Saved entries

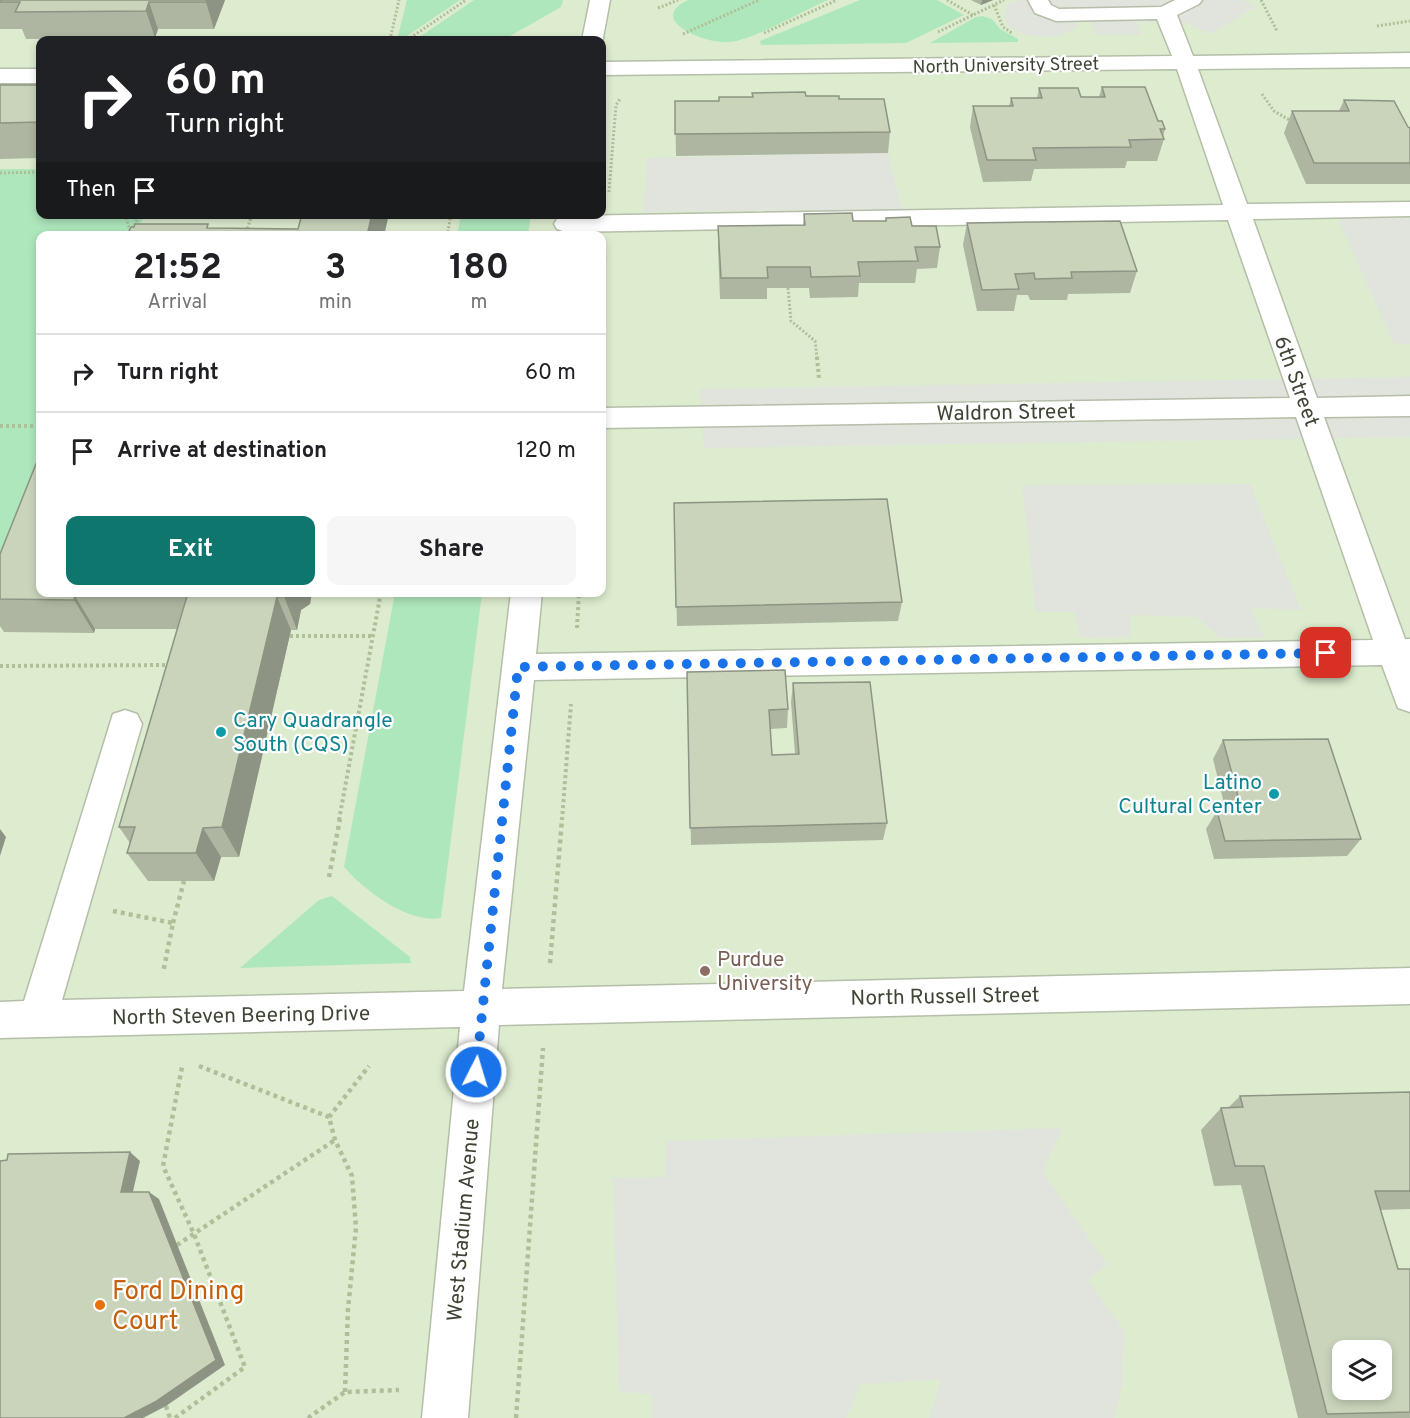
<!DOCTYPE html>
<html lang="en">
<head>
<meta charset="utf-8">
<style>
	body { margin:0; font-family:Overpass,sans-serif; background:#f6f6f6; color:#202124; height:100vh; display:flex; flex-direction:column; font-size:22px; white-space:nowrap }
	* { box-sizing:border-box; margin:0 }
	p { font-size:20px; color:#757577 }
	.icon { flex:none; width:33px; height:33px; fill:none; stroke:currentColor; stroke-width:2; stroke-linecap:round; stroke-linejoin:round }
	.map { position:relative; flex:1; overflow:hidden }
	.sheet { position:absolute; left:36px; top:231px; width:570px; height:366px; display:flex; flex-direction:column; background:#fff; border-radius:12px; box-shadow:0 3px 9px #0003 }
	.sheet>* { flex:none }
	.top-card { position:absolute; left:36px; top:36px; width:570px; height:183px; border-radius:12px; box-shadow:0 3px 9px #0003; background:#202124; color:#fff; overflow:hidden }
	.fabs { position:absolute; left:1332px; top:1340px; display:grid; gap:12px }
	.fabs a { display:grid; place-items:center; width:60px; height:60px; border-radius:12px; background:#fff; box-shadow:0 3px 9px #0003; font-size:30px }
	.pin { position:absolute; display:grid; place-items:center; width:51px; height:51px; color:#fff; margin:-26px; border-radius:12px; box-shadow:0 3px 9px #0006 }
	.me { position:absolute; width:66px; margin:-33px; rotate:5deg; stroke-linejoin:round; filter:drop-shadow(0 0 4px #0008) }
	.turn { display:flex; align-items:center; gap:21px; height:126px; padding:0 30px; font-size:27px }
	.turn .icon { width:78px; height:78px; stroke-width:2.5 }
	.turn b { display:block; font-size:42px; line-height:51px }
	.then { display:flex; align-items:center; height:57px; padding:0 30px; background:#0003; gap:12px; font-size:22px }
	.eta { display:flex; justify-content:space-evenly; align-items:center; height:102px; text-align:center }
	.eta b { font-size:36px; font-weight:700; line-height:42px }
	.primary-button { display:flex; gap:12px; margin-top:auto; padding:12px 30px }
	.primary-button a { flex:1; height:69px; border-radius:12px; background:#0f766e; color:#fff; font-size:24px; font-weight:700; line-height:69px; text-align:center }
	.primary-button a+a { background:#f6f6f6; color:#202124 }
	ul { padding:0; list-style:none }
	li { display:flex; align-items:center; gap:18px; height:78px; padding:0 30px; border-top:2px solid #e0e0e0 }
	li div { flex:1 }
	li b { display:block; font-size:22px }
	li em { font-style:normal }
	.map>svg:first-child { display:block }
	.education { fill:#ddeccf; fill-rule:evenodd }
	.green { fill:#aee7bc }
	.parking { fill:#e1e3dd }
	.lines { fill:none; stroke-linecap:round; stroke-linejoin:round }
	.minor-casing { stroke:#b4bea8; stroke-width:3 }
	.path-far2 { stroke:#afbf99; stroke-width:3; stroke-dasharray:2 2; stroke-linecap:butt }
	.path-far1 { stroke:#afbf99; stroke-width:4; stroke-dasharray:3 3; stroke-linecap:butt }
	.path { stroke:#afbf99; stroke-width:4.5; stroke-dasharray:4 4; stroke-linecap:butt }
	.minor { fill:#fff; fill-rule:evenodd }
	.wall { fill:#aeb6a1 }
	.shaded-wall { fill:#8d9483 }
	.building { fill:#cad4bb; stroke:#8d9483; stroke-width:1.5; fill-rule:evenodd }
	.route { stroke:#1a73e8; stroke-width:10; stroke-dasharray:0 18 }
	.culture-dot { fill:#0f9aa8; stroke:#fff; stroke-width:2 }
	.education-dot { fill:#8d6e63; stroke:#fff; stroke-width:2 }
	.food-dot { fill:#e8710a; stroke:#fff; stroke-width:2 }
	.labels { text-anchor:middle; stroke-width:4.5; stroke-linejoin:round; paint-order:stroke }
	.far-street-label { font-size:18px; fill:#3e4535; stroke:#fff }
	.street-label { font-size:21px; fill:#3e4535; stroke:#fff }
	.culture-label { font-size:21px; fill:#0d838f; stroke:#fff; text-anchor:start }
	.education-label { font-size:21px; fill:#785e54; stroke:#fff; text-anchor:start }
	.near-food-label { font-size:26px; fill:#c56008; stroke:#fff; text-anchor:start }
</style>
</head>
<body>
<div class="map">
<svg width="1410" height="1418" viewBox="0 0 1410 1418">
	<rect width="100%" height="100%" fill="#ecf2e5"/>
	<path class="education" d="M0 0H1410V1418H0ZM40 40H602V214H40ZM40 236H602V592H40ZM1342 1350H1382V1389H1342Z"/>
	<g class="green">
		<polygon points="407,0 460,0 401,40 397,40"/>
		<polygon points="474,0 563,0 561,7 503,40 415,40"/>
		<path d="M688 0H828C803 11 755 39 730 42 706 45 645 20 688 0Z"/>
		<polygon points="860,0 937,0 964,15 906,43 761,45 760,41"/>
		<polygon points="982,16 992,19 1000,29 1018,39 1018,42 930,43 976,17"/>
		<polygon points="0,169 40,169 40,214 144,215 136,235 40,236 40,473 0,574"/>
		<polygon points="461,215 531,215 528,235 457,235"/>
		<path d="M395 593H482L441 918C408 924 364 890 344 867Z"/>
		<polygon points="332,896 410,957 411,963 240,968 319,900"/>
	</g>
	<g class="parking">
		<polygon points="1017,0 1243,0 1255,7 1210,34 1187,23 1137,22 1141,35 1096,35 1090,21 1079,20 1074,29 1061,35 1043,37 1022,34 1009,27 1004,18 1007,5"/>
		<polygon points="888,153 902,209 644,212 647,158"/>
		<polygon points="1337,217 1410,218 1410,344 1394,344"/>
		<polygon points="1410,377 1410,437 704,448 700,389"/>
		<polygon points="1250,484 1301,610 1251,608 1264,638 1220,638 1197,617 1130,615 1131,637 1081,638 1074,612 1036,612 1022,485"/>
		<polygon points="1062,1128 1043,1172 1107,1265 1088,1280 1124,1331 1122,1386 1114,1418 929,1418 941,1380 861,1384 846,1418 652,1418 651,1394 619,1391 613,1178 665,1177 666,1141"/>
	</g>
	<g class="lines">
		<g class="minor-casing">
			<g id="minor">
				<polygon points="590,0 610,0 602,43 602,40 582,40"/>
				<polygon points="1028,0 1048,0 1051,5 1059,9 1161,7 1175,0 1202,0 1199,4 1177,15 1193,56 1410,53 1410,67 1198,69 1247,204 1410,202 1410,216 1253,219 1317,398 1410,396 1410,416 1324,417 1405,639 1410,639 1410,712 1398,708 1382,665 534,680 502,989 1410,968 1410,1004 499,1025 468,1418 422,1418 460,1027 0,1038 0,1002 24,1001 113,714 125,710 137,714 142,724 62,1000 464,991 511,592 542,592 536,654 1373,640 1296,417 602,428 602,408 1290,398 1228,220 566,232 557,229 554,224 557,219 566,216 1223,205 1177,69 602,75 602,62 1172,56 1157,19 1056,21 1035,13"/>
				<rect x="0" y="69" width="40" height="14"/>
			</g>
		</g>
		<g class="path-far2">
			<polyline points="947,0 973,15"/>
			<polyline points="1261,0 1277,31"/>
			<polyline points="994,5 1003,27 1012,33"/>
			<polyline points="658,8 678,0"/>
			<polyline points="1377,26 1410,21"/>
			<polyline points="938,32 1004,0"/>
			<polyline points="764,33 837,0"/>
			<polyline points="683,34 759,0"/>
			<polyline points="390,40 399,0"/>
			<polyline points="407,40 466,0"/>
			<polyline points="1262,94 1274,111 1293,122"/>
			<polyline points="0,173 40,172"/>
			<polyline points="609,192 616,105 620,99"/>
			<polyline points="125,214 130,231"/>
			<polyline points="129,236 140,214"/>
			<polyline points="245,236 252,214"/>
			<polyline points="447,236 451,214"/>
			<polyline points="788,288 791,321 815,341 817,358"/>
			<polyline points="602,299 605,256"/>
		</g>
		<g class="path-far1">
			<polyline points="817,357 819,379"/>
			<polyline points="0,426 40,426"/>
			<polyline points="577,628 579,592"/>
			<polyline points="290,636 374,636"/>
			<polyline points="0,666 171,665"/>
			<polyline points="339,820 381,592"/>
			<polyline points="562,820 571,704"/>
		</g>
		<g class="path">
			<polyline points="329,877 340,819"/>
			<polyline points="113,911 173,923 163,973"/>
			<polyline points="173,923 184,881"/>
			<polyline points="550,963 562,819"/>
			<polyline points="199,1066 329,1117"/>
			<polyline points="177,1245 335,1140"/>
			<polyline points="345,1392 348,1309 356,1228 352,1176 335,1140 329,1117 369,1066"/>
			<polyline points="166,1406 170,1418"/>
			<polyline points="175,1418 245,1367 194,1234 163,1166 182,1067"/>
			<polyline points="308,1418 345,1392 399,1390"/>
			<polyline points="516,1418 543,1048"/>
		</g>
		<use href="#minor" class="minor"/>
	</g>
	<g class="wall">
		<polygon points="0,0 225,0 214,29 158,29 155,38 26,39 22,29 0,29"/>
		<polygon points="971,0 993,0 981,5"/>
		<polygon points="0,85 40,85 40,158 0,159"/>
		<polygon points="1102,87 1158,121 1165,129 1163,137 1164,139 1157,161 1127,161 1125,168 1034,169 1031,181 983,182 970,127 973,106 1009,106 1011,98 1037,98 1039,88 1081,97 1099,97"/>
		<polygon points="806,96 839,99 890,132 888,153 676,156 675,101 719,101"/>
		<polygon points="1344,100 1408,127 1410,128 1410,184 1306,184 1284,133 1292,111 1339,111"/>
		<polygon points="804,214 853,221 885,221 886,218 912,226 940,247 937,268 917,269 915,283 859,283 858,297 810,298 809,288 767,288 767,299 720,299 718,247 718,226 803,225"/>
		<polygon points="967,223 1137,271 1130,293 1068,294 1067,300 1030,300 1028,295 1017,295 1014,311 977,311 963,245"/>
		<polygon points="674,503 902,602 898,621 677,626"/>
		<polygon points="0,554 40,592 312,592 310,604 301,610 297,630 291,630 239,857 221,857 214,881 148,881 127,853 130,843 119,827 177,629 95,629 94,633 4,632 0,626"/>
		<polygon points="687,672 788,709 787,728 770,729 772,755 795,754 791,702 793,683 887,823 883,840 691,845"/>
		<polygon points="1223,740 1361,839 1347,856 1214,859 1206,829 1217,811 1226,811 1213,759"/>
		<polygon points="1410,1092 1410,1209 1380,1210 1398,1269 1410,1269 1410,1418 1298,1418 1241,1185 1214,1186 1201,1130 1221,1108 1228,1108 1240,1096"/>
	</g>
	<g class="shaded-wall">
		<polygon points="207,0 225,0 214,29 206,2"/>
		<polygon points="982,0 993,0 981,5"/>
		<polygon points="149,2 158,29 155,38 146,11"/>
		<polygon points="372,214 389,214 384,236 369,236 368,231"/>
		<polygon points="284,592 312,592 310,604 301,610 297,630 284,596"/>
		<polygon points="75,596 95,629 94,633 74,600"/>
		<polygon points="277,597 291,630 239,857 222,827"/>
		<polygon points="203,828 221,857 214,881 196,853"/>
		<polygon points="0,829 6,837 0,856"/>
		<polygon points="130,1152 140,1161 131,1200 121,1192"/>
		<polygon points="149,1192 159,1199 225,1365 166,1406 143,1418 124,1418"/>
	</g>
	<g class="building">
		<polygon points="0,0 207,0 206,2 149,2 146,11 15,12 20,2 0,2"/>
		<polygon points="0,85 40,85 40,122 0,123"/>
		<polygon points="1102,87 1145,87 1158,121 1162,121 1165,129 1160,129 1164,139 1129,140 1131,147 1033,148 1036,160 987,160 973,106 1013,106 1011,98 1042,98 1039,88 1078,88 1081,97 1105,97"/>
		<polygon points="805,92 806,96 839,96 839,99 884,99 890,132 675,134 675,101 719,101 719,97 753,97 752,93"/>
		<polygon points="1344,100 1394,101 1408,127 1410,128 1410,163 1314,163 1292,111 1349,111"/>
		<polygon points="852,213 853,221 886,221 886,218 910,217 912,226 936,226 940,247 915,247 918,261 858,262 860,276 811,277 810,267 767,267 768,278 721,278 718,226 805,225 804,214"/>
		<polygon points="302,214 372,214 368,231 373,231 371,236 127,236 131,227 134,227 135,224 208,224 207,228 298,229"/>
		<polygon points="1120,221 1137,271 1071,272 1072,278 1035,279 1034,273 1015,274 1019,289 982,290 967,223"/>
		<polygon points="40,454 40,592 284,592 284,596 277,597 222,827 203,828 196,853 127,853 135,827 119,827 187,596 75,596 74,600 0,599 0,554"/>
		<polygon points="887,499 902,602 676,607 674,503"/>
		<polygon points="785,670 788,709 769,710 772,755 799,754 793,683 870,682 887,823 690,828 687,672"/>
		<polygon points="1328,739 1361,839 1225,841 1217,811 1242,811 1223,740"/>
		<path d="M1410 1092V1191H1375L1398 1269H1410V1412L1327 1414 1264 1166H1235L1221 1108 1243 1107 1240 1096ZM1342 1350H1382V1389H1342Z"/>
		<polygon points="130,1152 121,1192 149,1192 216,1360 155,1402 124,1418 0,1418 0,1161 7,1160 8,1154"/>
	</g>
	<g class="lines">
		<polyline class="route" points="476,1072 518,667 1326,653"/>
	</g>
	<g class="culture-dot">
		<circle cx="221" cy="732" r="6"/>
		<circle cx="1274" cy="794" r="6"/>
	</g>
	<circle class="education-dot" cx="705" cy="971" r="6"/>
	<circle class="food-dot" cx="100" cy="1305" r="6"/>
	<g class="labels">
		<g class="far-street-label">
			<text transform="translate(1006 65) rotate(-1)" y="6">North University Street</text>
		</g>
		<g class="street-label">
			<text transform="translate(1297 381) rotate(70)" y="7">6th Street</text>
			<text transform="translate(1006 412) rotate(-1)" y="7">Waldron Street</text>
			<text transform="translate(945 996) rotate(-1)" y="7">North Russell Street</text>
			<text transform="translate(241 1015) rotate(-1)" y="7">North Steven Beering Drive</text>
			<text transform="translate(463 1220) rotate(-85)" y="7">West Stadium Avenue</text>
		</g>
		<g class="culture-label">
			<text x="233" y="727">Cary Quadrangle<tspan x="233" dy="24">South (CQS)</tspan></text>
			<text x="1262" y="789" text-anchor="end">Latino<tspan x="1262" dy="24">Cultural Center</tspan></text>
		</g>
		<g class="education-label">
			<text x="717" y="966">Purdue<tspan x="717" dy="24">University</tspan></text>
		</g>
		<g class="near-food-label">
			<text x="112" y="1299">Ford Dining<tspan x="112" dy="30">Court</tspan></text>
		</g>
	</g>
</svg>
<div class="fabs">
<a><svg class="icon" aria-label="layers" viewBox="0 0 24 24"><path d="M12 4l9 5-9 5-9-5zM3 14l9 5 9-5"/></svg></a>
</div>
<div class="pin" style="left:1326px;top:653px;background:#d93025"><svg class="icon" aria-label="arrive" viewBox="0 0 24 24"><path d="M6 21V4h12l-3 4 3 4H6"/></svg></div>
<svg class="me" style="left:476px;top:1072px" viewBox="-20 -20 40 40"><circle r="17" fill="#1a73e8" stroke="#fff" stroke-width="3"/><path d="M0-11L8 9 0 5-8 9z" fill="#fff"/></svg>
<div class="top-card">
<div class="turn"><svg class="icon" aria-label="right" viewBox="0 0 24 24"><path d="M7 20v-9h11M14 6l5 5-5 5"/></svg><div><b>60 m</b>Turn right</div></div>
<div class="then">Then<svg class="icon" aria-label="arrive" viewBox="0 0 24 24"><path d="M6 21V4h12l-3 4 3 4H6"/></svg></div>
</div>
<section class="sheet">
<div class="eta">
<div><b>21:52</b><p>Arrival</p></div>
<div><b>3</b><p>min</p></div>
<div><b>180</b><p>m</p></div>
</div>
<ul>
<li><svg class="icon" aria-label="right" viewBox="0 0 24 24"><path d="M7 20v-9h11M14 6l5 5-5 5"/></svg><div><b>Turn right</b></div><em>60 m</em></li>
<li><svg class="icon" aria-label="arrive" viewBox="0 0 24 24"><path d="M6 21V4h12l-3 4 3 4H6"/></svg><div><b>Arrive at destination</b></div><em>120 m</em></li>
</ul>
<div class="primary-button"><a>Exit</a><a>Share</a></div>
</section>
</div>
</body>
</html>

§ **WHAT IS EXPECTED**
Leave out the pictures and restate, word for word, the lines from the top of the data through the line containing "position:absolute; left:36px; top:36px;", both included.

§ **EXERCISE OUTPUT**
<!DOCTYPE html>
<html lang="en">
<head>
<meta charset="utf-8">
<style>
	body { margin:0; font-family:Overpass,sans-serif; background:#f6f6f6; color:#202124; height:100vh; display:flex; flex-direction:column; font-size:22px; white-space:nowrap }
	* { box-sizing:border-box; margin:0 }
	p { font-size:20px; color:#757577 }
	.icon { flex:none; width:33px; height:33px; fill:none; stroke:currentColor; stroke-width:2; stroke-linecap:round; stroke-linejoin:round }
	.map { position:relative; flex:1; overflow:hidden }
	.sheet { position:absolute; left:36px; top:231px; width:570px; height:366px; display:flex; flex-direction:column; background:#fff; border-radius:12px; box-shadow:0 3px 9px #0003 }
	.sheet>* { flex:none }
	.top-card { position:absolute; left:36px; top:36px; width:570px; height:183px; border-radius:12px; box-shadow:0 3px 9px #0003; background:#202124; color:#fff; overflow:hidden }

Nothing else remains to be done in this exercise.